InputSource with InputStream NPE
Status: Pre-Alpha
Brought to you by:
ulysees2001
If I create an InputSource using an InputStream and
then pass that to the parser I get an NPE:
java.lang.NullPointerException
at
hotsax.html.sax.HtmlLexer.yy_advance(HtmlLexer.java:434)
at hotsax.html.sax.HtmlLexer.yylex(HtmlLexer.java:608)
at hotsax.html.sax.HtmlLexer._yylex(HtmlLexer.java:227)
at hotsax.html.sax.HtmlParser.yylex(HtmlParser.java:377)
at hotsax.html.sax.HtmlParser.yyparse(HtmlParser.java:602)
at hotsax.html.sax.SaxParser.parse(SaxParser.java:219)
[remainer of trace omitted]
If I use a Reader instead then the parser works fine.
Logged In: NO
I have the exact same BUG (HotSAX-0.1.2c.tar.gz) by passing
an InputSource created from a File.toURI().toString(). The
file exists.
Pretty frustrating...
You need to wrap whatever raw input you have with a reader.

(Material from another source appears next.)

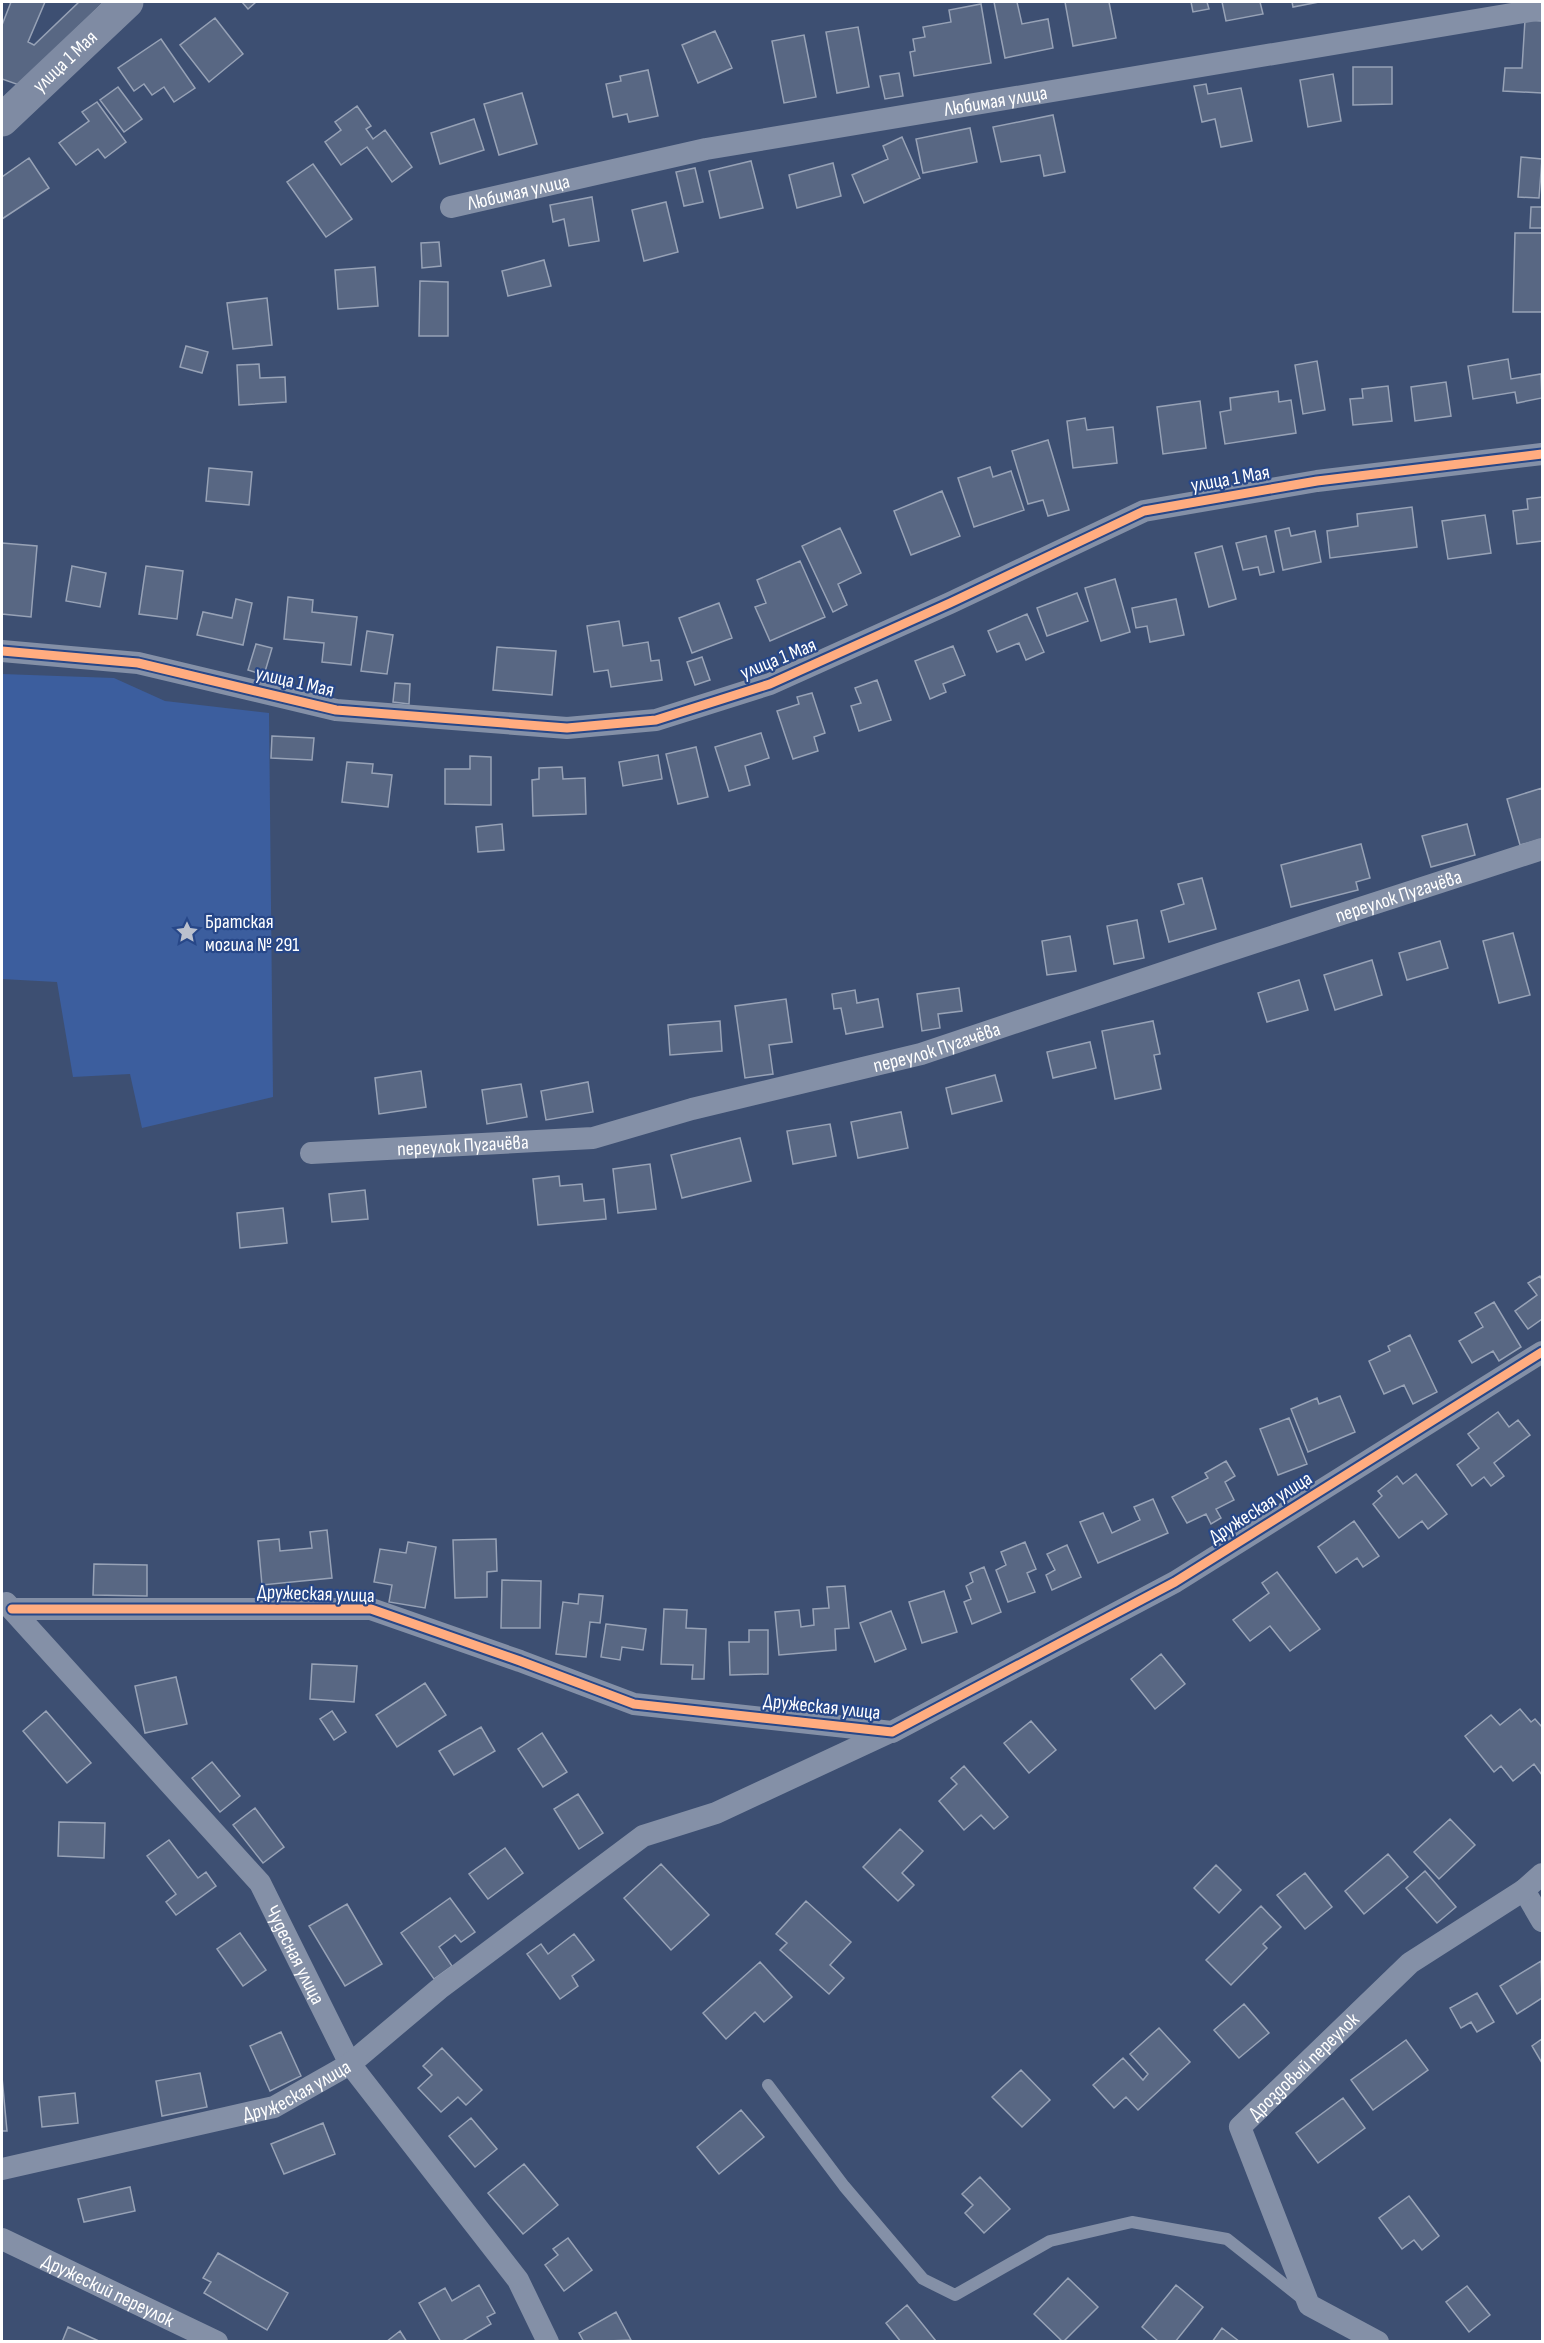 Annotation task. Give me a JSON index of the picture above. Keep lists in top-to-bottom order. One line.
{"streets":{"street":["улица 1 Мая","Любимая улица","переулок Пугачёва","Дружеская улица","Чудесная улица","Дроздовый переулок","Дружеский переулок"]},"crossings":[["Дружеская улица","Чудесная улица"]],"places":{"place":["Братская могила № 291"]}} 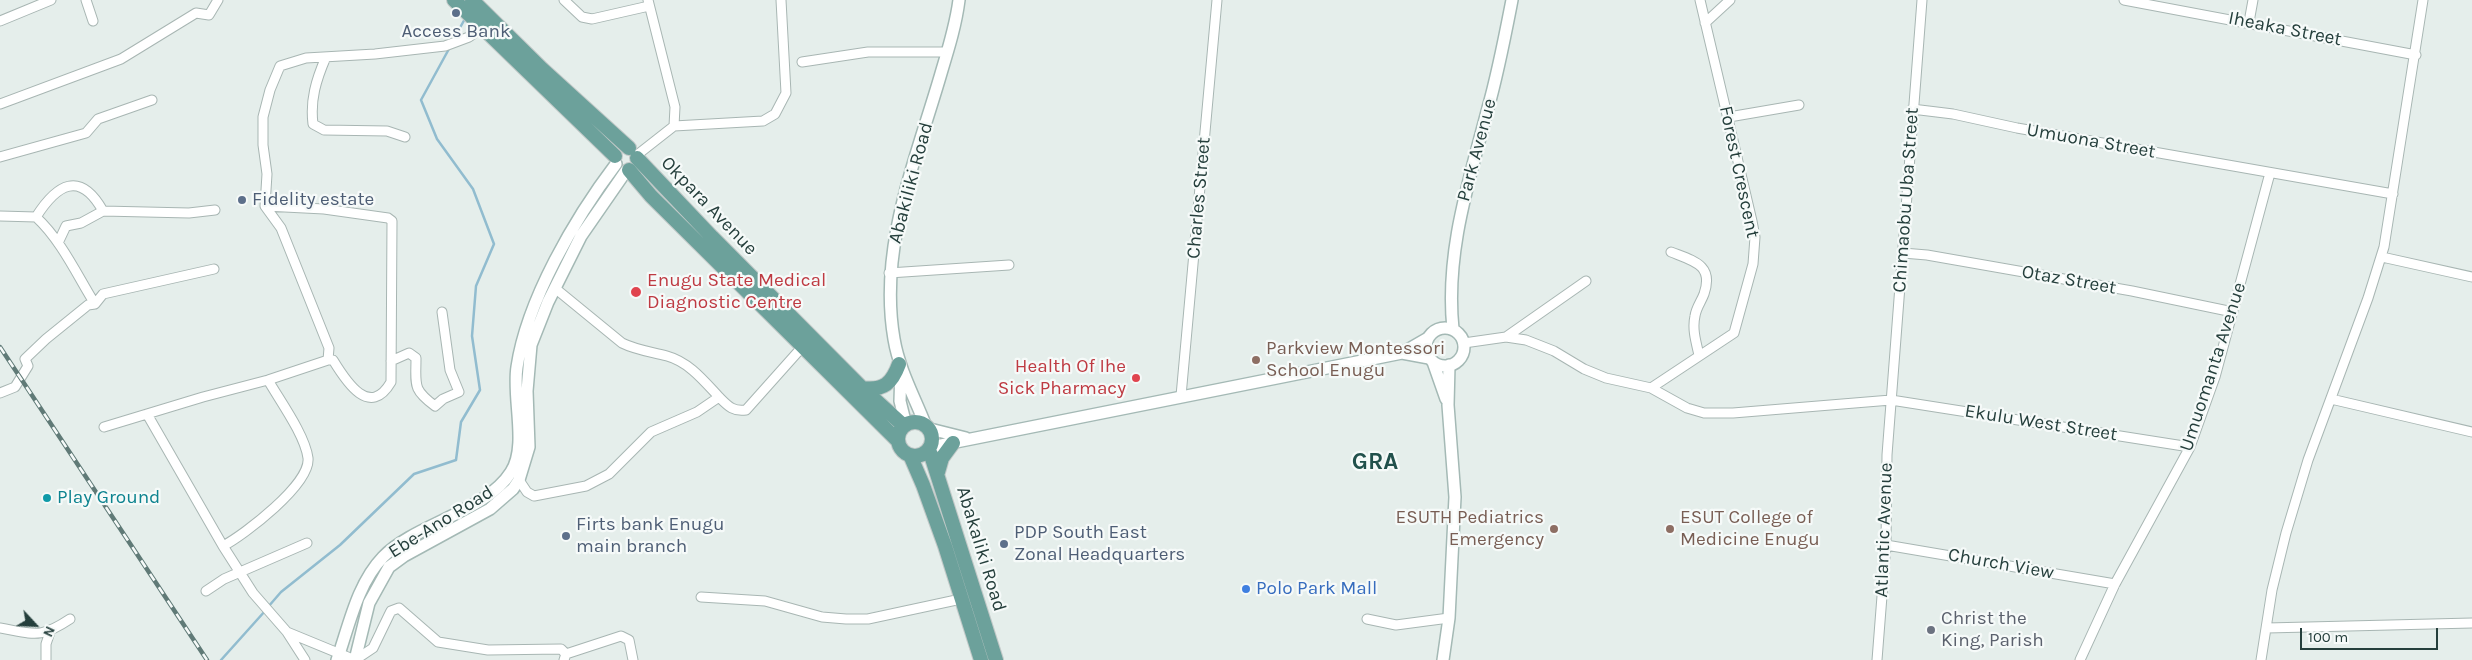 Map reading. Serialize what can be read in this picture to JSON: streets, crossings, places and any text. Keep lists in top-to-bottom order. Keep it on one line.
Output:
{"streets":{"main road":["Park Avenue","Abakiliki Road","Okpara Avenue","Ebe-Ano Road","Abakaliki Road"],"street":["Iheaka Street","Umuona Street","Forest Crescent","Charles Street","Chimaobu Uba Street","Otaz Street","Umuomanta Avenue","Ekulu West Street","Atlantic Avenue","Church View"]},"crossings":[["Umuona Street","Chimaobu Uba Street"],["Umuona Street","Umuomanta Avenue"],["Forest Crescent","Ekulu West Street"],["Chimaobu Uba Street","Otaz Street"],["Chimaobu Uba Street","Ekulu West Street"],["Chimaobu Uba Street","Atlantic Avenue"],["Okpara Avenue","Ebe-Ano Road"],["Okpara Avenue","Abakaliki Road"],["Otaz Street","Umuomanta Avenue"],["Umuomanta Avenue","Ekulu West Street"],["Umuomanta Avenue","Church View"],["Ekulu West Street","Atlantic Avenue"],["Atlantic Avenue","Church View"]],"districts":["GRA"],"places":["Access Bank","Fidelity estate","Enugu State Medical Diagnostic Centre","Parkview Montessori School Enugu","Health Of Ihe Sick Pharmacy","Play Ground","ESUTH Pediatrics Emergency","ESUT College of Medicine Enugu","Firts bank Enugu main branch","PDP South East Zonal Headquarters","Polo Park Mall","Christ the King, Parish"],"scale_bar":"100 m","north":"bottom right"}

So for a file you use FileReader:
InputSource input = new InputSource(
new BufferedReader(
new FileReader( "src/test/resources/smithsonianmag.com.santas-trusty-robot-reindeer.html")));
For a string you use a StringReader:
String html = "<x>\n" +
"Text\n" +
"<!-- comment -->\n" +
"</x>";
InputSource input = new InputSource(new StringReader(html));
for a URL you use a InputStreamReader:
File file = new File("src/test/resources/smithsonianmag.com.santas-trusty-robot-reindeer.html");
@SuppressWarnings("deprecation")
URL fileUrl = file.toURL();
TextExtractionContextHandler ch = new TextExtractionContextHandler("p");
parser.setContentHandler(ch);
InputSource input = new InputSource(
new BufferedReader(
new InputStreamReader(
fileUrl.openStream())));